On the assessed CIF, the stack is: 20% import duty, the National Automotive Council levy at 15% for used vehicles or 20% for brand new, a 7% surcharge calculated on the duty itself, and the 0.5% ECOWAS Trade Liberalisation Scheme levy. On FOB, a 4% levy applies under the Customs Act, which replaced the old 1% CISS inspection fee in 2025. Finally, VAT at 7.5% is charged on everything: CIF plus all of the above. That compounding is why the total so often shocks first-time importers.
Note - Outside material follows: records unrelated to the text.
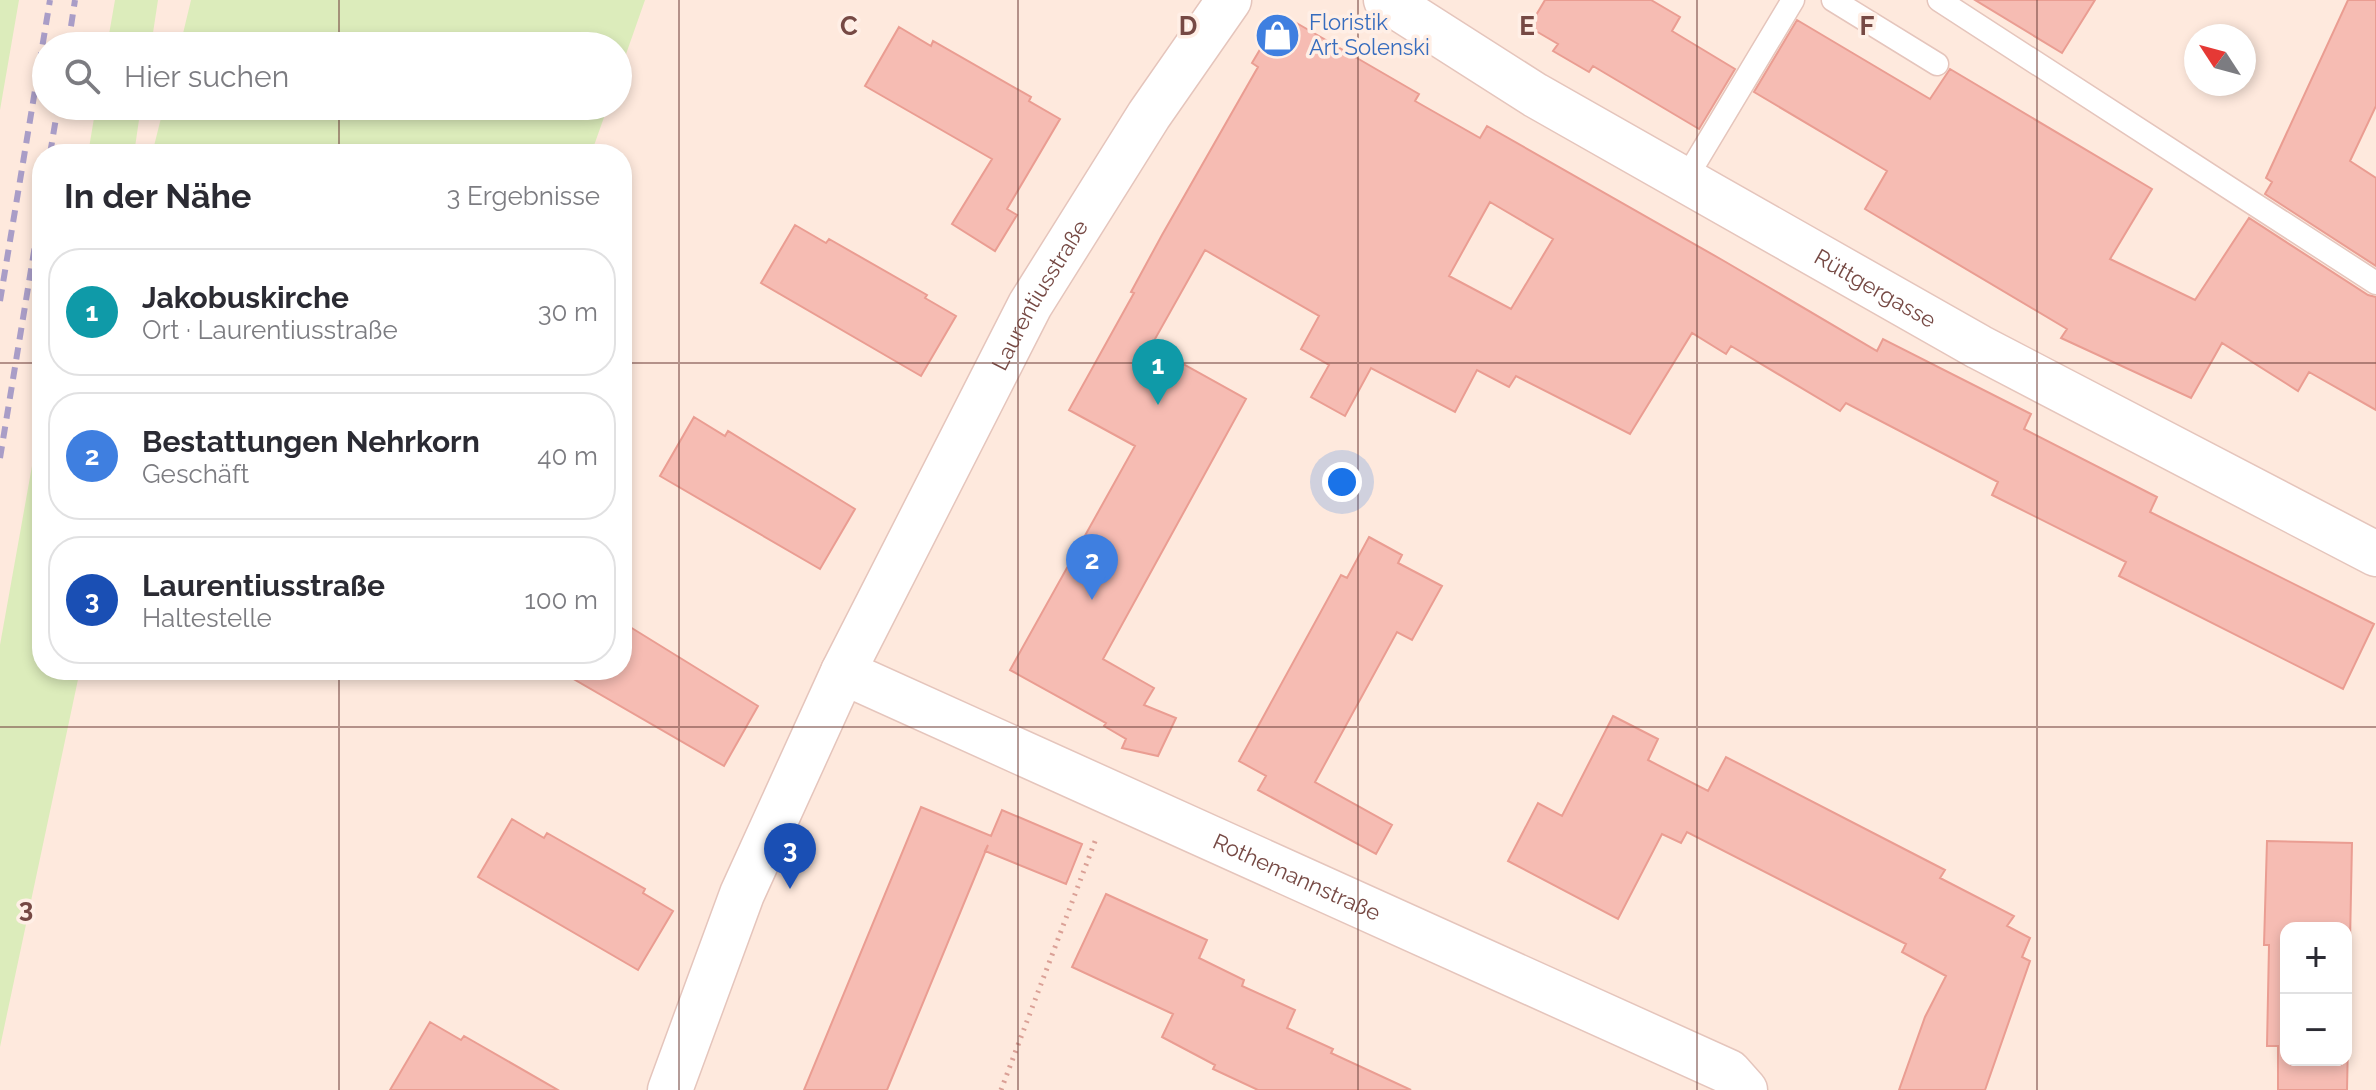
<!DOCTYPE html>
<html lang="de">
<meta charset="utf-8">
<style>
body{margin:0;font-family:Raleway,sans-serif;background:#f2f2f3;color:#2b2b33}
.controls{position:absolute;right:24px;bottom:24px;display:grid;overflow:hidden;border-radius:16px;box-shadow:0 4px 12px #0003}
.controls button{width:72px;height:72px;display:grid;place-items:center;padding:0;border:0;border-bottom:2px solid #e1e1e2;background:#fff;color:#2b2b33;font:40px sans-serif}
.compass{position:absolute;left:2184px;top:24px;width:72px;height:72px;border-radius:50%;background:#fff;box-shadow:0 4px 12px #0003;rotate:306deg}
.you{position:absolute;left:1342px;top:482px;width:28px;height:28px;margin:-20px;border:6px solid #fff;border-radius:50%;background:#1a73e8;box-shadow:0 0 0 12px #1a73e833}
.badge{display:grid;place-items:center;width:52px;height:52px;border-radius:50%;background:#d93025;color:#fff;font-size:26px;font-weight:700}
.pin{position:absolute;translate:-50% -66px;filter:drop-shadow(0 2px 4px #0008)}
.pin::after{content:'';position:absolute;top:42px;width:28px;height:24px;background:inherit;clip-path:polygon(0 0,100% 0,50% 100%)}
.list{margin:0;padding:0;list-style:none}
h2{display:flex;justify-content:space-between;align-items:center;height:104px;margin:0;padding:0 32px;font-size:34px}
h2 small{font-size:26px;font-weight:400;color:#7c7c81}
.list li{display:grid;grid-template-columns:52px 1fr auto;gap:24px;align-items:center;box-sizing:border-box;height:128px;margin:0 16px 16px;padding:0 16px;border:2px solid #e1e1e2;border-radius:32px}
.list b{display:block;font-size:30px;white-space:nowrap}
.list p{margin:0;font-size:26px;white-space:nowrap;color:#7c7c81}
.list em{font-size:26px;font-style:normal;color:#7c7c81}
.icon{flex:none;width:44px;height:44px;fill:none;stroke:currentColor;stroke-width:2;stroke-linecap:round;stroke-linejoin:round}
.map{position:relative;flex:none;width:2376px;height:1090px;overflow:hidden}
.search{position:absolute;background:#fff;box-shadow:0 4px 12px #0003;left:32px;top:32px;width:600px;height:88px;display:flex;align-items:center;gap:20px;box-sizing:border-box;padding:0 28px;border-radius:44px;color:#7c7c81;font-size:30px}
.panel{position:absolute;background:#fff;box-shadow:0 4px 12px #0003;left:32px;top:144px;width:600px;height:536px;border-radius:32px}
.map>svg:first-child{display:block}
.green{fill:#dcecbb}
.building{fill:#f6bcb3;stroke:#ea9d92;stroke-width:2;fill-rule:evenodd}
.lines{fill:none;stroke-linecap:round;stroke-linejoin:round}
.lane-casing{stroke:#e5c5bc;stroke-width:25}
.street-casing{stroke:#e5c5bc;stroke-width:47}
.path{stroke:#daa096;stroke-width:5;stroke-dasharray:2 6;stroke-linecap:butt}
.lane{stroke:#fff;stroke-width:22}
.street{stroke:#fff;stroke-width:44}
.rail{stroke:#a99dc7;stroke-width:6;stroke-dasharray:12 8;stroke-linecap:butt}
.grid{fill:none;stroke:#764944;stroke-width:2;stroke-opacity:0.55}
.labels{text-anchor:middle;stroke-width:7;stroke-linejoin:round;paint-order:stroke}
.shop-label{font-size:22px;fill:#366cbe;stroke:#ffefe6;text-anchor:start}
.street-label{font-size:22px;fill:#764944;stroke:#ffefe6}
.grid-label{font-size:26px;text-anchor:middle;font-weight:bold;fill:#764944;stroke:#ffefe6;stroke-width:7;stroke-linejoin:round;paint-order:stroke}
</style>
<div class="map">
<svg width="2376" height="1090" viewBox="0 0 2376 1090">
<rect width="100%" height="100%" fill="#fee9dd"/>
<path class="green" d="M0,0H19L0,110Z
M115,0H158L151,46H107Z
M191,0H645L618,77V46H180Z
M96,106H141L134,154H88Z
M164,106H608L591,154H152Z
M42,410V670H80L0,1047V645Z"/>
<path class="building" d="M1545,0H1651L1680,17L1672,31L1735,69L1699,129L1593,66L1589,72L1553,51L1558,44L1529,27Z
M1975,0H2095L2062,53Z
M2348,0H2376V106L2350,161L2376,178V266L2265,194L2272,182L2266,178Z
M1281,14L1419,94L1415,101L1480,138L1487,126L1724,261L1877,351L1883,339L2031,414L2024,429L2157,497L2150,512L2374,624L2343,689L2119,576L2126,562L1992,495L1998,482L1846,403L1840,411L1731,346L1726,354L1692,333L1630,434L1516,376L1509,387L1477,370L1455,412L1371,368L1345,416L1311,397L1329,365L1301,349L1319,316L1205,250L1151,346L1246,399L1103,659L1154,688L1144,705L1176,718L1158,756L1122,748L1126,739L1104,726L1106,723L1010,670L1135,446L1069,410L1134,293L1131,292L1162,235L1258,67L1252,63ZM1490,202L1553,239L1511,309L1449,276Z
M1797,20L1930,99L1950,69L2152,189L2110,259L2195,300L2249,218L2368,295L2376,297V410L2309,372L2298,391L2222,343L2191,398L2061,338L2067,329L1865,209L1887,171L1754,92Z
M899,27L931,46L933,41L1031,97L1029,101L1060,119L1007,209L1017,215L995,251L952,224L992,159L865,86Z
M795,225L826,243L829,239L927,295L925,298L956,316L921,376L761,283Z
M694,417L725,436L728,431L855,509L820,569L660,476Z
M1369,537L1402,555L1398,563L1442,586L1412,640L1397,632L1315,782L1392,825L1376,854L1258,790L1266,776L1239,761L1341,575L1347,578Z
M622,622L758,706L724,766L558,670H622Z
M1613,716L1658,739L1648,760L1708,791L1726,757L1945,870L1940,878L2014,916L2007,926L2030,938L2022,957L2030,961L1985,1090H1899L1925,1017L1946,976L1902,952L1906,944L1687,832L1681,843L1662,834L1618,919L1508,861L1538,803L1562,816Z
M921,807L991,836L1002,810L1082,844L1066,884L985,851L988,845L887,1090H804Z
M512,819L544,838L547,833L645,889L643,893L673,911L638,970L478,877Z
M2267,841L2352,843L2347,1090H2278V1046H2267L2269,945H2264ZM2286,928H2346V1060H2286Z
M1106,894L1207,940L1199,958L1244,980L1242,986L1295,1010L1287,1028L1333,1049L1331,1053L1411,1090H1258L1213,1069L1215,1065L1162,1037L1173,1014L1072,967Z
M430,1022L461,1040L464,1036L558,1090H390Z"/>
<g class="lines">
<defs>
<path id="lane" d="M1833,0L1937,64
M1939,0L2376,283
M1685,180L1793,0"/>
<g id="street">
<path id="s1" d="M1386,0L1535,95L1979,347L2376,554"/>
<path id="s2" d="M843,672L1729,1072L1745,1090"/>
<path id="s3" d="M670,1090L742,894L843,672L1030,305L1149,115L1229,0"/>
</g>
</defs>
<use href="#lane" class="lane-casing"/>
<use href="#street" class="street-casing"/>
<path class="path" d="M1001,1090L1097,836"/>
<use href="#lane" class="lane"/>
<use href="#street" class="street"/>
<path class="rail" d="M68,46L75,0
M50,154L58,106
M0,301L50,0
M0,458L42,203"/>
</g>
<path class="grid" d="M339,0V46M679,0V1090M1018,0V1090M1358,0V1090M1697,0V1090M2037,0V1090M339,106V154M0,363H42M622,363H2376M339,670V1090M0,727H2376"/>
<defs>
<symbol id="shop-disc" viewBox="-11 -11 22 22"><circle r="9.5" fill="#3f7fe0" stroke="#ffefe6"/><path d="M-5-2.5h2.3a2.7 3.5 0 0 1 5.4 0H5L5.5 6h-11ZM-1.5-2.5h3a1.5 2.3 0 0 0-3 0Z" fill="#fff"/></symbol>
</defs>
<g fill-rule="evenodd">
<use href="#shop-disc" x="1252" y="10" width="51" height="51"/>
</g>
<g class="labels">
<g class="shop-label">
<text x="1309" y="30">Floristik<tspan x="1309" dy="25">Art Solenski</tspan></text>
</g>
<g class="street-label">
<text dy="8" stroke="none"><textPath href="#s1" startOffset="568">Rüttgergasse</textPath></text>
<text dy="8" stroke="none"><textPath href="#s3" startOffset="878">Laurentiusstraße</textPath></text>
<text dy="8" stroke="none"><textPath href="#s2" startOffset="498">Rothemannstraße</textPath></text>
</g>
</g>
<g class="grid-label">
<text x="849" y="35">C</text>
<text x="1188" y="35">D</text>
<text x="1527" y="35">E</text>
<text x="1867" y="35">F</text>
<text x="26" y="917">3</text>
</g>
</svg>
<div class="controls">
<button>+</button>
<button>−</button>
</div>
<svg class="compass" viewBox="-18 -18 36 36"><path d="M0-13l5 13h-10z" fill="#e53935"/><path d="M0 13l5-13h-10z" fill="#7c7c81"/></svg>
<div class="you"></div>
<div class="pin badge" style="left:1158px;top:405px;background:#0f9aa8">1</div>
<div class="pin badge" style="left:1092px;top:600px;background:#3f7fe0">2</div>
<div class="pin badge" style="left:790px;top:889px;background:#1a4fb4">3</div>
<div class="search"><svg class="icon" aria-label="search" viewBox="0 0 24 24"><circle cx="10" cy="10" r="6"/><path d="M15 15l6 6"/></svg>Hier suchen</div>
<section class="panel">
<h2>In der Nähe<small>3 Ergebnisse</small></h2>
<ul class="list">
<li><span class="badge" style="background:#0f9aa8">1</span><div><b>Jakobuskirche</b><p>Ort · Laurentiusstraße</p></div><em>30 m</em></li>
<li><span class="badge" style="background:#3f7fe0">2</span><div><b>Bestattungen Nehrkorn</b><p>Geschäft</p></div><em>40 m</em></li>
<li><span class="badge" style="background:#1a4fb4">3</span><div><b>Laurentiusstraße</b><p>Haltestelle</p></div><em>100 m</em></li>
</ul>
</section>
</div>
Everything is converted to naira at the customs exchange rate on your Form M date, not the rate when you bought the car. The landed cost figure adds your shipping-line, terminal and agent charges so you see the real drive-away number, and the lead form below the result connects you with a vetted clearing agent if you want a firm quote. Treat the output as a planning estimate: final assessment depends on NCS valuation, HS classification and the FX rate at clearing.
Estimate only. Final duty is set by NCS assessed value, HS classification, and the FX rate at clearing. Vehicles over 12-15 years old face import restrictions. Confirm with a licensed clearing agent before you ship.